Change 334259 merged by Jcrespo:
prometheus-mysql-exporter: Change db1052 to be s1-master

https://gerrit.wikimedia.org/r/334259

only pending:

  • change dbstore1001 to replicate from db1052
jcrespo claimed this task.Jan 31 2017, 3:39 PM
jcrespo closed this task as "Resolved".Jan 31 2017, 4:52 PM
jcrespo reassigned this task from jcrespo to Marostegui.

I chhanged the master of dbstore1001. Resolving now, but let's monitor dbstore1001 to make sure nothing broke (because its delayed replication it may not alert immediately).

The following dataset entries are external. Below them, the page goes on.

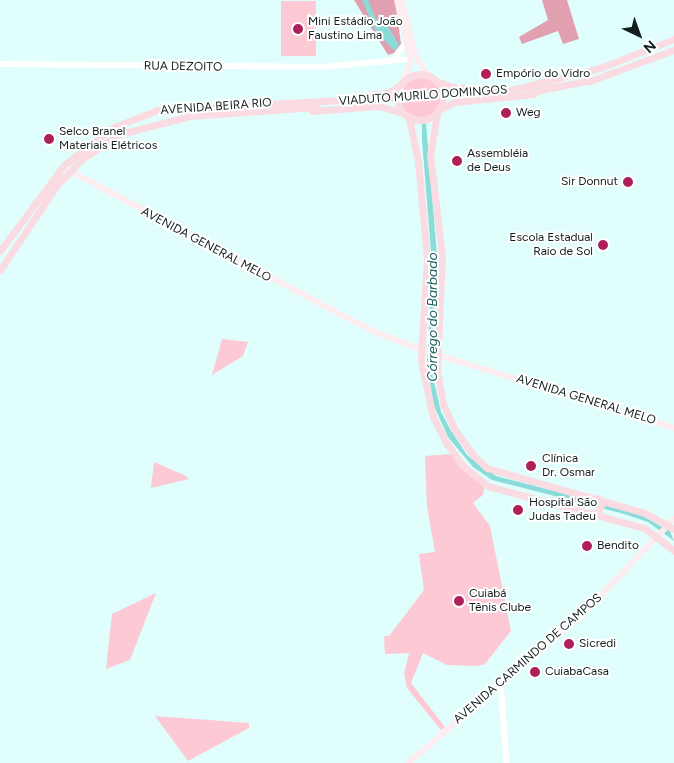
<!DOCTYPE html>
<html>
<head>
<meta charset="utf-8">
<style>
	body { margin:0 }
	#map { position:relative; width:674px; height:763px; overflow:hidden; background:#dffefc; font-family:Figtree,sans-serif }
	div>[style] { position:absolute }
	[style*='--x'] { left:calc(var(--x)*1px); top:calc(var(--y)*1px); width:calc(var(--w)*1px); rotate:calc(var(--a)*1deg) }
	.green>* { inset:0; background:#fdc9d5; transform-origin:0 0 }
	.round { border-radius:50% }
	.forest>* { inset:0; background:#e1a0b0 }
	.water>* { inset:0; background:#8bdcd9 }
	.tertiary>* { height:5.5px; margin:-2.75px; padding:0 2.75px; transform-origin:2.75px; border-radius:2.75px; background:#fff }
	.secondary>* { height:6px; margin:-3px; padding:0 3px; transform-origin:3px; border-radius:3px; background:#fdedf1 }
	.primary>* { height:7px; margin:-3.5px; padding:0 3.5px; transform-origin:3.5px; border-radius:3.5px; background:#fbdbe2 }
	.primary>.ring { margin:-3.5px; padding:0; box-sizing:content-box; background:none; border:7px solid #fbdbe2; border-radius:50% }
	.dots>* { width:14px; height:14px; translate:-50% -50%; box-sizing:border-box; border:2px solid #fff; border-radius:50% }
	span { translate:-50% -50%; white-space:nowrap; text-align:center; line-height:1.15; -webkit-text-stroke:4px #fff; paint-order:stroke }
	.poi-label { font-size:12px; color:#111f1f }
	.left { translate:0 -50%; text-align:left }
	.right { translate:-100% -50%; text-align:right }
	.street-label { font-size:12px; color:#111f1f }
	.water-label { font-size:14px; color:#206361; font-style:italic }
	.north { position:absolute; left:614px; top:10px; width:50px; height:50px; -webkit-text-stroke:4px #fff; paint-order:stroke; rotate:138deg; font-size:14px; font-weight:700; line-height:20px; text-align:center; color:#111f1f }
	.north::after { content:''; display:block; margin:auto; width:18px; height:22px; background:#111f1f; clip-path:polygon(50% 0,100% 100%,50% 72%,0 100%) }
</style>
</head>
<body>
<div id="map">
	<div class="green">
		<i style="left:281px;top:1px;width:35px;height:55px"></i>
		<i class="round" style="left:401px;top:78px;width:40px;height:40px"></i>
		<i style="clip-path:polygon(222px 339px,248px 342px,243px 356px,212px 375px)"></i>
		<i style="clip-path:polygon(450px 454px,485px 484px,483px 495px,473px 503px,490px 526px,511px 631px,485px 664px,478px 666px,447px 665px,423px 653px,411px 683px,445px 727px,441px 730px,407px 688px,404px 674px,409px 653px,385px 654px,384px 636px,389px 636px,424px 590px,419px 554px,435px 552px,427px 507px,425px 456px)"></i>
		<i style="clip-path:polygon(154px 462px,184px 475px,189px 479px,151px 488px)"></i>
		<i style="clip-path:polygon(156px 593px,130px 660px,106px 669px,112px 614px)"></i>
		<i style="clip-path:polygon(155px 716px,249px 723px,249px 728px,188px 761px)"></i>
	</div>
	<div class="forest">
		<i style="clip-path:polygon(354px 0,395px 0,401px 44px,394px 53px,388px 55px)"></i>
		<i style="clip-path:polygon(542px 0,567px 0,579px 39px,563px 44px,558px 31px,522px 44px,519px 37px,548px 20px)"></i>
	</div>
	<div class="water">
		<i style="clip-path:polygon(362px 0,368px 0,376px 19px,386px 23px,399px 45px,395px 51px,376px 32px)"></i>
		<i style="clip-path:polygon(426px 123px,437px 255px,431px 368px,441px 412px,450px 429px,467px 455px,496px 476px,635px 512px,670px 531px,674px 541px,648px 522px,624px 514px,492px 480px,473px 467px,448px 437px,434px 406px,427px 365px,432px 263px,422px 140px,422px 124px)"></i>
	</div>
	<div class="tertiary">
		<i style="--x:395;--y:57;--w:19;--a:-51"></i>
		<i style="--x:0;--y:64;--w:321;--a:0.5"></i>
		<i style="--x:321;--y:67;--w:89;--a:-5.1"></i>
		<i style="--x:501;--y:683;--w:80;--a:85.7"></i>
	</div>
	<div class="secondary">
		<i style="--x:397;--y:0;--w:63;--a:77.1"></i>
		<i style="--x:411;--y:61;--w:24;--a:112"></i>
		<i style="--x:402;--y:0;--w:57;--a:76.7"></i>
		<i style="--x:415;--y:55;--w:23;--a:59"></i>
		<i style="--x:70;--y:171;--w:340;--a:27.9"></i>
		<i style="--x:370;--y:330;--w:56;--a:21"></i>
		<i style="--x:422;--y:350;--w:264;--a:17.2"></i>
		<i style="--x:418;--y:346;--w:24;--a:17"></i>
		<i style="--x:408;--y:763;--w:227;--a:-40.4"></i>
		<i style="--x:581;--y:616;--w:134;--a:-46.2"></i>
	</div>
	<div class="primary">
		<i class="ring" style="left:397px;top:74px;width:39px;height:39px"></i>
		<i style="--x:590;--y:81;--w:90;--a:-20.3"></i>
		<i style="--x:439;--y:82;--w:15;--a:20"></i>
		<i style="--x:453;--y:87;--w:31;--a:4"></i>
		<i style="--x:529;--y:92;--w:65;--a:-10.6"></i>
		<i style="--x:367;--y:95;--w:20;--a:-6"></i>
		<i style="--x:387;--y:93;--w:14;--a:-30"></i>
		<i style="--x:441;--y:109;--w:16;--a:-27"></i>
		<i style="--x:455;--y:102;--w:79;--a:-5.8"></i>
		<i style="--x:312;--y:111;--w:67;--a:-4.3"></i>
		<i style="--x:379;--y:106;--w:22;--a:16"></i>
		<i style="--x:437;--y:114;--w:42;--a:99.7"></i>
		<i style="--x:430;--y:155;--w:101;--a:83.2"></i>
		<i style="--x:442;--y:255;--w:115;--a:92.5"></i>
		<i style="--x:437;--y:370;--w:35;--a:80"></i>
		<i style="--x:443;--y:404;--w:29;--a:65"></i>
		<i style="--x:455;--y:430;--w:31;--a:54"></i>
		<i style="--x:473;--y:455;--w:19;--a:43"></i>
		<i style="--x:487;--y:468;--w:164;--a:15.9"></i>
		<i style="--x:645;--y:513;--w:33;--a:29"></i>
		<i style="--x:409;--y:118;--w:44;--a:78.2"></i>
		<i style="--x:418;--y:161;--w:98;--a:84.8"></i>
		<i style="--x:427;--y:259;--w:102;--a:93.4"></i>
		<i style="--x:421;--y:361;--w:57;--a:77.9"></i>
		<i style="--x:433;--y:417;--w:30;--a:63"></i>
		<i style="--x:447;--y:444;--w:27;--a:54"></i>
		<i style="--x:463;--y:466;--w:32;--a:39"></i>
		<i style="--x:488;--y:486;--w:162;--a:15.1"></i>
		<i style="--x:644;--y:528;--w:38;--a:37"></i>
		<i style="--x:0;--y:251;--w:107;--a:-53.3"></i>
		<i style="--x:64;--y:165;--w:63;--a:-37.2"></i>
		<i style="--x:114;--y:127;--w:47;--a:-21.1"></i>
		<i style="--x:158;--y:110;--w:350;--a:-3.1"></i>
		<i style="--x:507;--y:91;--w:96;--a:-13.9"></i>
		<i style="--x:600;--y:68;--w:79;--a:-21.4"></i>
		<i style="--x:0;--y:270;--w:102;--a:-56.2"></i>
		<i style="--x:57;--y:185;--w:36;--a:-46"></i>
		<i style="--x:82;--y:159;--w:45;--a:-33.3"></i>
		<i style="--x:120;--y:134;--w:72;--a:-14.4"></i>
		<i style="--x:190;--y:116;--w:127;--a:-4.1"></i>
		<i style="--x:591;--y:513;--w:7;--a:-8"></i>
		<i style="--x:598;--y:512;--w:10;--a:-66"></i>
		<i style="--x:602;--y:503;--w:6;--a:-129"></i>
	</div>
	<div class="dots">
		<i style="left:298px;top:29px;background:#ae2059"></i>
		<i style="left:486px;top:74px;background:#ae2059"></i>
		<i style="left:506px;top:113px;background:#ae2059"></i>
		<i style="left:49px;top:139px;background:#ae2059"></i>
		<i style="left:457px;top:161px;background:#ae2059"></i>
		<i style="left:628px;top:182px;background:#ae2059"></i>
		<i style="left:603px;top:245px;background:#ae2059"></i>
		<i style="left:531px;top:466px;background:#ae2059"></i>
		<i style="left:518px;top:510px;background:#ae2059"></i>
		<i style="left:587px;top:546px;background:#ae2059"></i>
		<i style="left:459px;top:601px;background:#ae2059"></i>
		<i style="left:569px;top:644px;background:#ae2059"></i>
		<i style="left:535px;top:672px;background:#ae2059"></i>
	</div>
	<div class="poi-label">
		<span class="left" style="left:308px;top:29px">Mini Estádio João<br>Faustino Lima</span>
		<span class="left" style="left:496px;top:74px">Empório do Vidro</span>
		<span class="left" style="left:516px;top:113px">Weg</span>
		<span class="left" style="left:59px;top:139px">Selco Branel<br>Materiais Elétricos</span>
		<span class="left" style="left:467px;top:161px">Assembléia<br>de Deus</span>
		<span class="right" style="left:618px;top:182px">Sir Donnut</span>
		<span class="right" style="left:593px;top:245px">Escola Estadual<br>Raio de Sol</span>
		<span class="left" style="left:542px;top:466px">Clínica<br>Dr. Osmar</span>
		<span class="left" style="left:529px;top:510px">Hospital São<br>Judas Tadeu</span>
		<span class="left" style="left:597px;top:546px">Bendito</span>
		<span class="left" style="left:469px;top:601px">Cuiabá<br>Tênis Clube</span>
		<span class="left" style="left:579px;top:644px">Sicredi</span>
		<span class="left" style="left:545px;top:672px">CuiabaCasa</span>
	</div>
	<div class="street-label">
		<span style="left:183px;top:67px;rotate:1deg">RUA DEZOITO</span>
		<span style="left:423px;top:96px;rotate:-4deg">VIADUTO MURILO DOMINGOS</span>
		<span style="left:216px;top:107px;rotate:-4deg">AVENIDA BEIRA RIO</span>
		<span style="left:206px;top:245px;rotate:28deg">AVENIDA GENERAL MELO</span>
		<span style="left:586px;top:400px;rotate:17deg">AVENIDA GENERAL MELO</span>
		<span style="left:528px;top:659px;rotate:-41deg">AVENIDA CARMINDO DE CAMPOS</span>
	</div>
	<div class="water-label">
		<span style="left:433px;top:317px;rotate:-90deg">Córrego do Barbado</span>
	</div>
	<div class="north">N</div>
</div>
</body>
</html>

Mentioned in SAL (#wikimedia-operations) [2017-02-01T14:25:28Z] <jynus> dropping and replacing events on db1057 - db1052 T156008

I chhanged the master of dbstore1001. Resolving now, but let's monitor dbstore1001 to make sure nothing broke (because its delayed replication it may not alert immediately).

So far no replication errors! Your archeology work is a success :-).